Le jeune réalisateur trentenaire Matthieu Bareyre a laissé la parole à des gens plus jeunes encore. Ils n’ont parfois que 18 ans ou un peu plus. Ces personnes rencontrées au hasard dans la rue forment la « jeunesse ». D’après la télé, ce sont des branleurs, des rêveurs, des fêtards et ou des voyous. L’affaire est pliée.

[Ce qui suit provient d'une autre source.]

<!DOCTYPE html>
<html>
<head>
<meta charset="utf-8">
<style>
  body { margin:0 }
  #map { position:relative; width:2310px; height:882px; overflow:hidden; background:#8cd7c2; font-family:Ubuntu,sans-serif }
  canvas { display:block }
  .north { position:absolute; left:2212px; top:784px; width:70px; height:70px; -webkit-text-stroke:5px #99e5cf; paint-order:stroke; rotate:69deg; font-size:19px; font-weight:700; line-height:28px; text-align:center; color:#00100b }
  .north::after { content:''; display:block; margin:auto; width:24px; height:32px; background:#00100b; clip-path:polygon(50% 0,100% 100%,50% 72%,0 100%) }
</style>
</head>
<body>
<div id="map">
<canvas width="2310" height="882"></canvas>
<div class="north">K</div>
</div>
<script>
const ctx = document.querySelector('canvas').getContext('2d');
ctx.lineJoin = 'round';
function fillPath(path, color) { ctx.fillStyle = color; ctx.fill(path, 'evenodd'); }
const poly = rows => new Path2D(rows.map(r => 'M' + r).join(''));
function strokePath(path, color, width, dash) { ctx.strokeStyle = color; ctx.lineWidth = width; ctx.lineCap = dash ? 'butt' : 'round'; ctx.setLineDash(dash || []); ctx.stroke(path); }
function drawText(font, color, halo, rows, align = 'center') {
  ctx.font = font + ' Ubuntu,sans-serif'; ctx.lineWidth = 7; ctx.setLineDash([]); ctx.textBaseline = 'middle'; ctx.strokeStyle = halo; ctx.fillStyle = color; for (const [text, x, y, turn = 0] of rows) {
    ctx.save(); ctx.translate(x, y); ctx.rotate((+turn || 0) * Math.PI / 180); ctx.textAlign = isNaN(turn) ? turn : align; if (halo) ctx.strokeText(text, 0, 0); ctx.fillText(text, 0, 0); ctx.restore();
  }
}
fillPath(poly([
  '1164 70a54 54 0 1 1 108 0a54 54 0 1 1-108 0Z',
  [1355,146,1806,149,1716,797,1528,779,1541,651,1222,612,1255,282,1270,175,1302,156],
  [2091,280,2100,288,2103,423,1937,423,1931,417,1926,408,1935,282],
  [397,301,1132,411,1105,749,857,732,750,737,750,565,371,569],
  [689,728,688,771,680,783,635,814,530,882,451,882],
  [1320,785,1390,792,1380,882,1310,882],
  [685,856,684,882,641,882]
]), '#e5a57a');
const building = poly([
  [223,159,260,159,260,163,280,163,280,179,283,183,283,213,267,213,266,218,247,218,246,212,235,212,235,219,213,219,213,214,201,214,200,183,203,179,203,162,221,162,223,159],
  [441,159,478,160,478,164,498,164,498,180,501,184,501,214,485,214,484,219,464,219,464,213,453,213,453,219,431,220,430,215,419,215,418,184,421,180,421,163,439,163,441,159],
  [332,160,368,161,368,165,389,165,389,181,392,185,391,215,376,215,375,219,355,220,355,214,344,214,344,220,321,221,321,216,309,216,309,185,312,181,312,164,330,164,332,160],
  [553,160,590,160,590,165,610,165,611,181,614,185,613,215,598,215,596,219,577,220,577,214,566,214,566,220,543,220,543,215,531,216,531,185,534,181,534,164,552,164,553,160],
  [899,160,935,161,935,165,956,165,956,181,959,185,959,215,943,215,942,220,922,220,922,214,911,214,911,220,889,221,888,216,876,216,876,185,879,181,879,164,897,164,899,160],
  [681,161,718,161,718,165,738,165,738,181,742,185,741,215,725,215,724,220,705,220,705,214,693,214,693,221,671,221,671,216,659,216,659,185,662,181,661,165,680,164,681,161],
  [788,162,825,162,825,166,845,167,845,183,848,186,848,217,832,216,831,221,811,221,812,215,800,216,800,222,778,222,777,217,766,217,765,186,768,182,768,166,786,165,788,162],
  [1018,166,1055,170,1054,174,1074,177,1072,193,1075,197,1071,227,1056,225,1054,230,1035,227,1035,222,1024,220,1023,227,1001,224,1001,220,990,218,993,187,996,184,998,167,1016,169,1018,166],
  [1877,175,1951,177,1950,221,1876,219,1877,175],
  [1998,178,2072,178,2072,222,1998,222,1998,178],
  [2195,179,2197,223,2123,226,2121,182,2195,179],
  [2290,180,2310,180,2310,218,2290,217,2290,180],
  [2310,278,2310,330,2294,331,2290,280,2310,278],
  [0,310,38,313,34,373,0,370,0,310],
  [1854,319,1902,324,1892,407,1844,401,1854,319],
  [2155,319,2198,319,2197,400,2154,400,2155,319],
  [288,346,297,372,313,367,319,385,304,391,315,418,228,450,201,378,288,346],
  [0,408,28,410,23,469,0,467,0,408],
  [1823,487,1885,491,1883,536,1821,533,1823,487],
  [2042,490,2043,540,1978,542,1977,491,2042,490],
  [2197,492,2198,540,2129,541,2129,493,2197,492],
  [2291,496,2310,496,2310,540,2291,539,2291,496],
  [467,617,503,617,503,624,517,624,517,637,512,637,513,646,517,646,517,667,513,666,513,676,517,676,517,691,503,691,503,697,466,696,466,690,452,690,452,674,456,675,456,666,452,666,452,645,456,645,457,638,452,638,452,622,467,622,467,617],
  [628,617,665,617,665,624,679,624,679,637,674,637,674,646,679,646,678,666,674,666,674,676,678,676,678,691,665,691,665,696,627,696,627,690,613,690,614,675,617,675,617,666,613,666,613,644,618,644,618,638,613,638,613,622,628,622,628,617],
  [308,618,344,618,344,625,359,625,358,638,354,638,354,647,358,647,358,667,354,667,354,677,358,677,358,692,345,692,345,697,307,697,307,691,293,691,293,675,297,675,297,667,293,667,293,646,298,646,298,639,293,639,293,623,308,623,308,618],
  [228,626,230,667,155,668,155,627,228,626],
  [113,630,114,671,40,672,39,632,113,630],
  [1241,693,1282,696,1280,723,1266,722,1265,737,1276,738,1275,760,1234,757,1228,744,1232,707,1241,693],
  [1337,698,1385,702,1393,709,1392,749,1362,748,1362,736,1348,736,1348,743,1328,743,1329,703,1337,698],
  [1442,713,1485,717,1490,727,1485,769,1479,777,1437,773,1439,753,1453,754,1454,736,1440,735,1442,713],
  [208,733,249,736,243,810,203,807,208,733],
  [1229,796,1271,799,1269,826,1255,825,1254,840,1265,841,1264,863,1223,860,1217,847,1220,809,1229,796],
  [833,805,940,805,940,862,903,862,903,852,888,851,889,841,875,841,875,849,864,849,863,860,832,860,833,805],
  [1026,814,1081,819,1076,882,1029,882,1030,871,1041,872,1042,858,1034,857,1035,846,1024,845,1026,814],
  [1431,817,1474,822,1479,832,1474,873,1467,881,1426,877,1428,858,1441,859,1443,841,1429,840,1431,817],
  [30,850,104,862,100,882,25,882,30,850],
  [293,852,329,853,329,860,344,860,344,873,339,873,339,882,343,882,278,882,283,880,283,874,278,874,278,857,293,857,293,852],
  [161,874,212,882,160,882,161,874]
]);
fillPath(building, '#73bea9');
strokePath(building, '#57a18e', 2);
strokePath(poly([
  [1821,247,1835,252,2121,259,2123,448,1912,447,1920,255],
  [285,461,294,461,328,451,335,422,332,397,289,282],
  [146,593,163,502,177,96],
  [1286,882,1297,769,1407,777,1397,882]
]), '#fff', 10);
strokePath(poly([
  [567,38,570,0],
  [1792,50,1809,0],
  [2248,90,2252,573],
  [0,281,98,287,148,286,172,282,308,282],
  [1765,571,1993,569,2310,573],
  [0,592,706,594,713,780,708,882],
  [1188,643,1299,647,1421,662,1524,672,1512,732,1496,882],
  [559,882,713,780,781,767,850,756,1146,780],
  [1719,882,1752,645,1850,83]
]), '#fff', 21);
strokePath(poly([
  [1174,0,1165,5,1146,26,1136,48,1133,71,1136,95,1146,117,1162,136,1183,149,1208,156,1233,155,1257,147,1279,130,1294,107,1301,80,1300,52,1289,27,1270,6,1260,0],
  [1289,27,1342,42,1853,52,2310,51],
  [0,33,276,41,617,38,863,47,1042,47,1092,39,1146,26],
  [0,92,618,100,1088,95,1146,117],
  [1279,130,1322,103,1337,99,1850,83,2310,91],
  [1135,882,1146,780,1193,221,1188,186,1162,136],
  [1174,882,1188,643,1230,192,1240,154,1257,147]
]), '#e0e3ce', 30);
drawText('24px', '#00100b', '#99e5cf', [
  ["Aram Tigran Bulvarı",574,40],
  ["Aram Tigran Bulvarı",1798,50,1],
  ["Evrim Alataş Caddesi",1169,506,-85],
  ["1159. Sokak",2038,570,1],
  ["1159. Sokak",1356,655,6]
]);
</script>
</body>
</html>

Bien que l’approche soit presque naïve, bien que les personnes abordées ressemblent de prime abord à leur stéréotype, on remarque rapidement qu’ils sont tous dotés d’une extra-lucidité, qu’ils ont peut-être tout compris avant tout le monde. En laissant la parole à ces gens que l’on croit connaître, le réalisateur ouvre une fenêtre sur un univers parallèle. Ces gens, on les a déjà vus à la télé lors des manifestations. Mais la télé sélectionne les témoignages qui l’arrangent, ceux qui vont faire sensation et rendre le débat binaire.
Matthieu Bareyre a pris son temps, trois ans, pour réunir et sélectionner ces entretiens de rue. Chacun répond à des questions un peu vagues : quels sont tes rêves ? Quelles sont tes angoisses ? Et de là, la discussion s’ouvre et s’engage de manière naturelle vers des questions essentielles.
L’époque se déroule de 2015 à 2017 et le contexte est évidemment important. On sort des attentats de Charlie Hebdo, on entre dans « Nuit Debout » et on se dirige vers le quinquennat d’Emmanuel Macron. On baigne donc dans une atmosphère de révolution et même parfois d’insurrection. Tout semble possible.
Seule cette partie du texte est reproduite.